So grab yourself any Luftwaffe crate (late '43 to VE-Day '45) and get down and dirty with it...!


----------



## GrauGeist (Jan 11, 2009)

LOL...well, I haven't built a military model since...uh  

Good God, man...it must be almost 30 years since I've done one! Unless there's a category for "*sucks so bad, it leaves a vacuum*", then I don't have a chance!  

Seriously, I'll see if I can't get something together...


----------



## A4K (Jan 11, 2009)

Catch22 said:


> Don't know how he did it, but my dad hooked up an F4U to a stand and got the prop to turn when you flip a switch. It's a 1/32 mind you, but can be done!





109ROAMING said:


> Can and will be done
> 
> I've got some small motors lying around somewhere which would be perfect



I was only joking of course, but it would be cool to see some 'in-flight' photos of your finished models with the prop spinning..!

That's a very kind offer from GG too...




GrauGeist said:


> Good God, man...it must be almost 30 years since I've done one! Unless there's a category for "*sucks so bad, it leaves a vacuum*", then I don't have a chance!

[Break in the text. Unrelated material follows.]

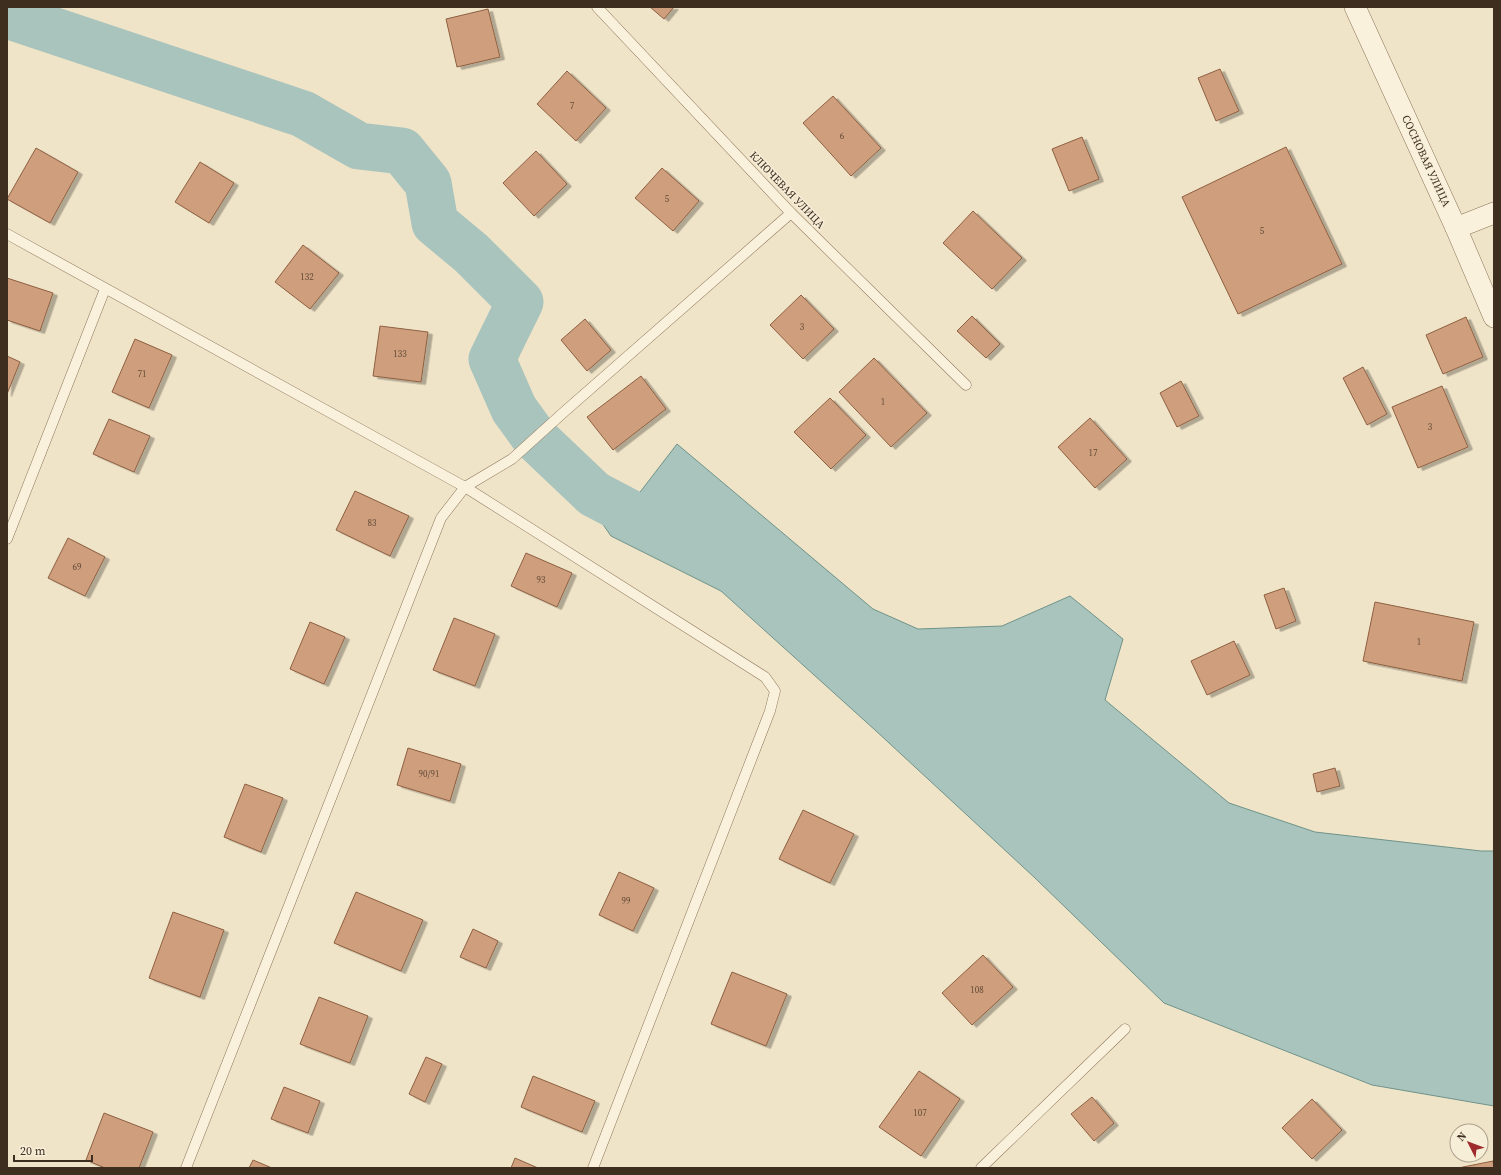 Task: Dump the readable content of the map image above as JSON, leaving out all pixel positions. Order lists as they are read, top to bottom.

   Do it anyway mate if ya have the time! Be good to see you in on this too!


----------



## Lucky13 (Jan 11, 2009)

I agree! I haven't touched something that's made of plastic since.....eerrmmm...I think that it was about the same time as...eeehhhh....hmmm...Blackbeard, Morgan and the chaps were at it!
So, as you see, you won't be alone!  8)


----------



## 109ROAMING (Jan 11, 2009)

Yeah I know A4 but well you did remind me I had them 

Nice offer GG ! sorry I've got 4 and that'l do me just fine!


----------



## A4K (Jan 11, 2009)

Always a pleasure to be of service!


----------



## GrauGeist (Jan 13, 2009)

Thanks for the encouragement, guys!

I think I have a 1/72 Bf109G kit up in the closet that might work. I'll check tomorrow and see


----------



## Heinz (Jan 13, 2009)

Good stuff GrauGeist get to it!


----------



## Lucky13 (Jan 13, 2009)

GrauGeist said:


> Thanks for the encouragement, guys!
> 
> I think I have a 1/72 Bf109G kit up in the closet that might work. I'll check tomorrow and see



Good stuff GG, the more the merrier....


----------



## Wayne Little (Jan 14, 2009)

Yep. let's see something.......


----------



## rochie (Jan 14, 2009)

yeah come on GrauGeist join in mate


----------



## A4K (Jan 15, 2009)

I have a question guys....

We're all doing fighters for this RD build, but would training aircraft also fit into the build category? They are after all a largely unrecognised but essential chapter in any Defence force, past or present.

I have ulterior motives too, of course... while working on my Me 163 for the build, Ivett noticed in one of my books the S version (two seat trainer) and loved the look of it. I can build this version from the Academy kit, so it would be nice to make it for her, and still enter the build. 
Alex is doing an Me 163B in any case, so it would be an interesting type comparison I reckon.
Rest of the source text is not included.